> _Directions_: Write out, word for word, the part of the listing below that opens with the line containing "width:36px; height:36px; display:grid;" and closes with the line containing "margin:0; padding:0; list-style:none", keeping both of those lines and adding no others.

> _Data section_:
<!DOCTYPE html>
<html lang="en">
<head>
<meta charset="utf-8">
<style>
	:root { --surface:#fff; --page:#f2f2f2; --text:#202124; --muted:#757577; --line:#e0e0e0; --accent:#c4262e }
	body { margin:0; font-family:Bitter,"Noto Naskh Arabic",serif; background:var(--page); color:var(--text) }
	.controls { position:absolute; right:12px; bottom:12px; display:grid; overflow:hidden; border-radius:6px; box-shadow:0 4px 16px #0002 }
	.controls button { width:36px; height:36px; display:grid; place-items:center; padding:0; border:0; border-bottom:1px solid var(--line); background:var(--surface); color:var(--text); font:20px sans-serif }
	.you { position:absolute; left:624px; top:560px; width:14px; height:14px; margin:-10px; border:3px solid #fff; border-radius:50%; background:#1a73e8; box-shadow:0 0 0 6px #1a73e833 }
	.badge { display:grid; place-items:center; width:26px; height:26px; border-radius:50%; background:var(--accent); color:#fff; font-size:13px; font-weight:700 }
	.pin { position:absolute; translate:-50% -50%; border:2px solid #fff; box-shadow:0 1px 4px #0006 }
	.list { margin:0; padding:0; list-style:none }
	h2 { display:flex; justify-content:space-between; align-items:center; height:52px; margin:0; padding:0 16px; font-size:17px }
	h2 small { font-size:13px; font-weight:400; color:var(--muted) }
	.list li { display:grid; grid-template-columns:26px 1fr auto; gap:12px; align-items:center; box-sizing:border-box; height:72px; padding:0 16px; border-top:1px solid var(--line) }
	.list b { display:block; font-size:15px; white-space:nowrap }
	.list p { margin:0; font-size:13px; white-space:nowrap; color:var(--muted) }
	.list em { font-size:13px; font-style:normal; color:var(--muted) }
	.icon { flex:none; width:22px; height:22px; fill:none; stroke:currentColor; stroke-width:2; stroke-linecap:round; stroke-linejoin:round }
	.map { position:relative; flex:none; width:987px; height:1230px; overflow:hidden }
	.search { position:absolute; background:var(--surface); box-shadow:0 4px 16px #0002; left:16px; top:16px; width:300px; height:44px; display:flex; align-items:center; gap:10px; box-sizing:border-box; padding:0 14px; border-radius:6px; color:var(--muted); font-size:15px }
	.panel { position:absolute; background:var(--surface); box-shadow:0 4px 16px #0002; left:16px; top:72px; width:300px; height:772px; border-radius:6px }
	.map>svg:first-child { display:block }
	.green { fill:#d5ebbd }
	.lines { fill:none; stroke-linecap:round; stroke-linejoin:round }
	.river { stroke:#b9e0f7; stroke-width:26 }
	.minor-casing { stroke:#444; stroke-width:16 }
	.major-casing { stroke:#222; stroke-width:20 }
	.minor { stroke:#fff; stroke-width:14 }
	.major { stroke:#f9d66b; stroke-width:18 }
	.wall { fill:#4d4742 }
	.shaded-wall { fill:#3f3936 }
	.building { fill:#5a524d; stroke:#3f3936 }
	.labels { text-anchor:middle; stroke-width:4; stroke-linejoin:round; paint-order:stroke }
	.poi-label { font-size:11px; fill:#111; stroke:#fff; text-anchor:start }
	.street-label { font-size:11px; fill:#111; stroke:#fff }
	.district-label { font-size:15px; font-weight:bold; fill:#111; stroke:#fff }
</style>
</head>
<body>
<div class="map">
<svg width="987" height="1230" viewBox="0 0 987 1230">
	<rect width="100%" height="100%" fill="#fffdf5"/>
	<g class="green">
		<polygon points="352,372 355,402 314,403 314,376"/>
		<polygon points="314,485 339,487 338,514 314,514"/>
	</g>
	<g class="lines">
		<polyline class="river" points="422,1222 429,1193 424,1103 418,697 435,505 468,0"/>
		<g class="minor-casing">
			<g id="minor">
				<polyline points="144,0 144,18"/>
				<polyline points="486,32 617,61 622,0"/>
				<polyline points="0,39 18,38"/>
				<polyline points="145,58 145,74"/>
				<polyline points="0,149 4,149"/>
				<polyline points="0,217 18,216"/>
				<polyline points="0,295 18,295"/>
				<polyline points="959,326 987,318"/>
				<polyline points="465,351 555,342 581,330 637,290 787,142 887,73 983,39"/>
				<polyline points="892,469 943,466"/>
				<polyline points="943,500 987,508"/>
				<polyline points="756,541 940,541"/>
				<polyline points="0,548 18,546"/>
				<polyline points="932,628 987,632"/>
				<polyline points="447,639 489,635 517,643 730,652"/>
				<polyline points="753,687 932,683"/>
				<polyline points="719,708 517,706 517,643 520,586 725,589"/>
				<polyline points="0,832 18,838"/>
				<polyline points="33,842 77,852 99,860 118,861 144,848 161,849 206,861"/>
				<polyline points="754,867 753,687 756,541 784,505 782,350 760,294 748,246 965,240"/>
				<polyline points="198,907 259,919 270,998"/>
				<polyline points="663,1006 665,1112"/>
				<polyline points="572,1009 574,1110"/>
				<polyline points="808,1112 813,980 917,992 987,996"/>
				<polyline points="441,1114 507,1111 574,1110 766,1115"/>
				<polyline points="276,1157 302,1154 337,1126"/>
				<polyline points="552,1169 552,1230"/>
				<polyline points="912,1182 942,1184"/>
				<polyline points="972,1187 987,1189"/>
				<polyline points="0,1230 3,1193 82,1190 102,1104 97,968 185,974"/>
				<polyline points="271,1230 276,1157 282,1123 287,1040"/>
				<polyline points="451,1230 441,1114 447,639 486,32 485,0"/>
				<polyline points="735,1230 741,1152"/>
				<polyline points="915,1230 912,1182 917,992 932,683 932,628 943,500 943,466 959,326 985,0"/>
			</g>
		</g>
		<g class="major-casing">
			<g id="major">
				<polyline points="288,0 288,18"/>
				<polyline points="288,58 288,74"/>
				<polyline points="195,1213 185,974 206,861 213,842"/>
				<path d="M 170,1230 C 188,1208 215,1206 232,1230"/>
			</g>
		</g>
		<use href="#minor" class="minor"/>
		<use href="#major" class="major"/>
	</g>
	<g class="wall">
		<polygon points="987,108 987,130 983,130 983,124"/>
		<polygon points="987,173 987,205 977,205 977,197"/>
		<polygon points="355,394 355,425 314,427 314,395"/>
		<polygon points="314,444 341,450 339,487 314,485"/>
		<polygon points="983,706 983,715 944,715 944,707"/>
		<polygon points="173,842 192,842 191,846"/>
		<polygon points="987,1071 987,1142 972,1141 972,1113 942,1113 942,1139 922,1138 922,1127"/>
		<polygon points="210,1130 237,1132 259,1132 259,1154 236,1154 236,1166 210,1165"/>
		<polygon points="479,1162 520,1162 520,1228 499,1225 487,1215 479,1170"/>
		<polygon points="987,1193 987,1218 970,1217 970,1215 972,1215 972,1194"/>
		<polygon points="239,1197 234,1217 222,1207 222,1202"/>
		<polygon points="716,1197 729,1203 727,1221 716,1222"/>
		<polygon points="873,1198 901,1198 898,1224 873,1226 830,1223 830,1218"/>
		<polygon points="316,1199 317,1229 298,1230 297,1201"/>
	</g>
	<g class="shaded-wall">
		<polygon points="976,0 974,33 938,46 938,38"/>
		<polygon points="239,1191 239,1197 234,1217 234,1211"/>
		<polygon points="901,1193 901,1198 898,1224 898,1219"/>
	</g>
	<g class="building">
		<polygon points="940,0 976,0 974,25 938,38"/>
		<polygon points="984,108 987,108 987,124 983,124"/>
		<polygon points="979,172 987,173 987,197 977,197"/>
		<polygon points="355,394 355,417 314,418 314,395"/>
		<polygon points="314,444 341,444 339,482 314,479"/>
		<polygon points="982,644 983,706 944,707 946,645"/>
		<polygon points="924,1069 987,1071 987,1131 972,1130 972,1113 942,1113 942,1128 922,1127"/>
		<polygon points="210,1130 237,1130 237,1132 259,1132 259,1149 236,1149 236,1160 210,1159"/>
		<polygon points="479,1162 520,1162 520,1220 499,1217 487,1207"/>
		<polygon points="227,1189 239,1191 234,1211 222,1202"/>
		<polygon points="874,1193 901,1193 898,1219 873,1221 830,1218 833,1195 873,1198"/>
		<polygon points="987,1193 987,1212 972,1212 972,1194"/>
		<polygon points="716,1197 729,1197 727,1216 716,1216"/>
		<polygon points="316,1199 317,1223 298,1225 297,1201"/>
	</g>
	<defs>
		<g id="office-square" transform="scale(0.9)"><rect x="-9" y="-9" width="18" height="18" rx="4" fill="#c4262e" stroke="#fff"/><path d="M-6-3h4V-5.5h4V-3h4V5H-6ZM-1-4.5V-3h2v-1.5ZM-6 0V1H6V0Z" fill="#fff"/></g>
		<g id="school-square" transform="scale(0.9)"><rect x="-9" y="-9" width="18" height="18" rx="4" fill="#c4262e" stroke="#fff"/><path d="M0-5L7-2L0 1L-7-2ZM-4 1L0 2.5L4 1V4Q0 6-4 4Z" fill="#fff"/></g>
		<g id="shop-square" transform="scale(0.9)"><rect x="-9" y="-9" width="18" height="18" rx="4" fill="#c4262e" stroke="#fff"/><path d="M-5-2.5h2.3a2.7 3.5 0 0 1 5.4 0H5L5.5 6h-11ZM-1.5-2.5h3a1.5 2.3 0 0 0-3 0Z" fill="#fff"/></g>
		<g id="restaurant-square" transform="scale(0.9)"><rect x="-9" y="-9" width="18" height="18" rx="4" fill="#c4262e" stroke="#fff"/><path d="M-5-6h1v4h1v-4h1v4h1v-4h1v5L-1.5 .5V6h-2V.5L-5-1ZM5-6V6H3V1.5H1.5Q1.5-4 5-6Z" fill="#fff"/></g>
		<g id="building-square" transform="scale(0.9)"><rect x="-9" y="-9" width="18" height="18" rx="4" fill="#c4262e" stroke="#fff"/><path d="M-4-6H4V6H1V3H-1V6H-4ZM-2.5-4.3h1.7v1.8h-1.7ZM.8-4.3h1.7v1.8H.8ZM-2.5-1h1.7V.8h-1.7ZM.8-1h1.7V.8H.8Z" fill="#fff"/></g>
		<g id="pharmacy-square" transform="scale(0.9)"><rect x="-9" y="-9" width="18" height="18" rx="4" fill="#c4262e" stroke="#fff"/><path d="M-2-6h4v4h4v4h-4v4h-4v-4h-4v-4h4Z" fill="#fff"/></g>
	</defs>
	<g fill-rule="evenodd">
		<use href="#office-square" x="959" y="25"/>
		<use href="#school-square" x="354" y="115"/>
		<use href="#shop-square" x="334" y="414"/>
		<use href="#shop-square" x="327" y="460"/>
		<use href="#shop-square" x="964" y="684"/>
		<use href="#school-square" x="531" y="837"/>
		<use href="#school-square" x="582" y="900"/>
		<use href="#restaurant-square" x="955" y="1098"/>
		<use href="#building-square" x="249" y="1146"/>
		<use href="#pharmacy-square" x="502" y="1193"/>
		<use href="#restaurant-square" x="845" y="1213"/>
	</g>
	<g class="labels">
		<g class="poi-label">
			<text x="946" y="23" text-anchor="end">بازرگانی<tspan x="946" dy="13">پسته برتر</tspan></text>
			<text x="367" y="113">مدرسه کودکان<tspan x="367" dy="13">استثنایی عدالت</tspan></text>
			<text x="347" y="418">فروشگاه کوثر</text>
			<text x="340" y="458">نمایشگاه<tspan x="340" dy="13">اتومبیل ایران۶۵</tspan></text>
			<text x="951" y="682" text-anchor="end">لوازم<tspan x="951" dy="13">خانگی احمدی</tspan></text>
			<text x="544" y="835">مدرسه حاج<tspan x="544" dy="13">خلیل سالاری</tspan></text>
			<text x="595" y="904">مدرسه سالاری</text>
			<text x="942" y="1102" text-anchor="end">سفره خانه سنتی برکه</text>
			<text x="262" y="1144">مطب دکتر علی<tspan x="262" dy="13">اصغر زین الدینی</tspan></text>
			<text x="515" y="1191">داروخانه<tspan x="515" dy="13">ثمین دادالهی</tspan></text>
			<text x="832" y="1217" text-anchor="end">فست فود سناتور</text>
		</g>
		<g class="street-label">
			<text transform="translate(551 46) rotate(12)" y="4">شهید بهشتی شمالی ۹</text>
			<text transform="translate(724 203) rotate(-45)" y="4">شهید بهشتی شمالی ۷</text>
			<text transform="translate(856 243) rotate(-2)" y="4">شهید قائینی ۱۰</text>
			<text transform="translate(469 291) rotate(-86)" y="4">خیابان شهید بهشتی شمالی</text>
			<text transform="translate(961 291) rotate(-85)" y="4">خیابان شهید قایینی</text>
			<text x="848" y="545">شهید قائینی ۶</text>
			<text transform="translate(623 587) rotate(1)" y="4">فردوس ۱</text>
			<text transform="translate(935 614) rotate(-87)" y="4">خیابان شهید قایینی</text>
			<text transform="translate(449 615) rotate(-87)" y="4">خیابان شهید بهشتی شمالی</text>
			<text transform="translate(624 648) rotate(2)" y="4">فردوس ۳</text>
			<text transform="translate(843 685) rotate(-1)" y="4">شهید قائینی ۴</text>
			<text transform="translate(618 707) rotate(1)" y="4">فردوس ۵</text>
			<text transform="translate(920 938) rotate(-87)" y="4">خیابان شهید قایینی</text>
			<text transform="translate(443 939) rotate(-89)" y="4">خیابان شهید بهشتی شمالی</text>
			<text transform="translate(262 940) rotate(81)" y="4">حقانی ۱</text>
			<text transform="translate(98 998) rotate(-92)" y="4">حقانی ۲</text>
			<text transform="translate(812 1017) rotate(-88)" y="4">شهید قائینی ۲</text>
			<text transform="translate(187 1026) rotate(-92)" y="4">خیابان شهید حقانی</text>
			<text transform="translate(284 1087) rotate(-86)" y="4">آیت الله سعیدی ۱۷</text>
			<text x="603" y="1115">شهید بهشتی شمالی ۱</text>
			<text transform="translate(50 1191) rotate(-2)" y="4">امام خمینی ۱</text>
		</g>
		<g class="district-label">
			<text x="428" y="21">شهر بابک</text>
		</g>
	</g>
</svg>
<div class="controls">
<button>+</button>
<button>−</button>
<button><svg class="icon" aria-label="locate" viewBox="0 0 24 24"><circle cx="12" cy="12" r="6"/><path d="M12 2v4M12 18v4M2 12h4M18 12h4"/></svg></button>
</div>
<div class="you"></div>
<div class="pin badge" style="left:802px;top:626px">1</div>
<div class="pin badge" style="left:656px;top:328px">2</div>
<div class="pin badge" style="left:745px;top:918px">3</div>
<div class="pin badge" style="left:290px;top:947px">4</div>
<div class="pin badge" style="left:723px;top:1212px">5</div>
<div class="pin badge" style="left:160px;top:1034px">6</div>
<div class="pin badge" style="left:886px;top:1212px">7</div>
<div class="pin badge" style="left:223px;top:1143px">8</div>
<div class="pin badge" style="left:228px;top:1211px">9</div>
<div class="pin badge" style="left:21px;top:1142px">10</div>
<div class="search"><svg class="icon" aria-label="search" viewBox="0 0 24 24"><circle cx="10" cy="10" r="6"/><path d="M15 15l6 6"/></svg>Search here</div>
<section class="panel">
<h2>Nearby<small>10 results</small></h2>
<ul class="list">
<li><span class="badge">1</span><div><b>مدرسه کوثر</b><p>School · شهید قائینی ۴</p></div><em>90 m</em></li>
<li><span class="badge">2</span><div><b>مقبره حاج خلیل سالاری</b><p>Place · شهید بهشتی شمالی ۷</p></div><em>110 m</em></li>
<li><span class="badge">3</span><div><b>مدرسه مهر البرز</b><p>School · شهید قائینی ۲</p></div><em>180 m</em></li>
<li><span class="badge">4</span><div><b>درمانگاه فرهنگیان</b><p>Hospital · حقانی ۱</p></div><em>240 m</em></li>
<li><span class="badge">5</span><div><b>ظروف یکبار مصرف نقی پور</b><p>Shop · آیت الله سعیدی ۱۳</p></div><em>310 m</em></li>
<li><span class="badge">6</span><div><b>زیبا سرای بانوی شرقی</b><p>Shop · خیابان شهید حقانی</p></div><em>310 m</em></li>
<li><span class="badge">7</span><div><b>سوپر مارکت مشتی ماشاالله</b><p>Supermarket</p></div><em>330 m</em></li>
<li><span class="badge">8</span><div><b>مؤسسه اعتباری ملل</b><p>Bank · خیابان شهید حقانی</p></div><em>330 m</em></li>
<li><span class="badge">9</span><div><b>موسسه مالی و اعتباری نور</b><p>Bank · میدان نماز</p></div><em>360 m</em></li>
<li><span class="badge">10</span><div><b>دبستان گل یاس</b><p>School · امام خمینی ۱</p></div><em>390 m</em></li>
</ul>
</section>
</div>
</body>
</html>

> _Answer section_:
	.controls button { width:36px; height:36px; display:grid; place-items:center; padding:0; border:0; border-bottom:1px solid var(--line); background:var(--surface); color:var(--text); font:20px sans-serif }
	.you { position:absolute; left:624px; top:560px; width:14px; height:14px; margin:-10px; border:3px solid #fff; border-radius:50%; background:#1a73e8; box-shadow:0 0 0 6px #1a73e833 }
	.badge { display:grid; place-items:center; width:26px; height:26px; border-radius:50%; background:var(--accent); color:#fff; font-size:13px; font-weight:700 }
	.pin { position:absolute; translate:-50% -50%; border:2px solid #fff; box-shadow:0 1px 4px #0006 }
	.list { margin:0; padding:0; list-style:none }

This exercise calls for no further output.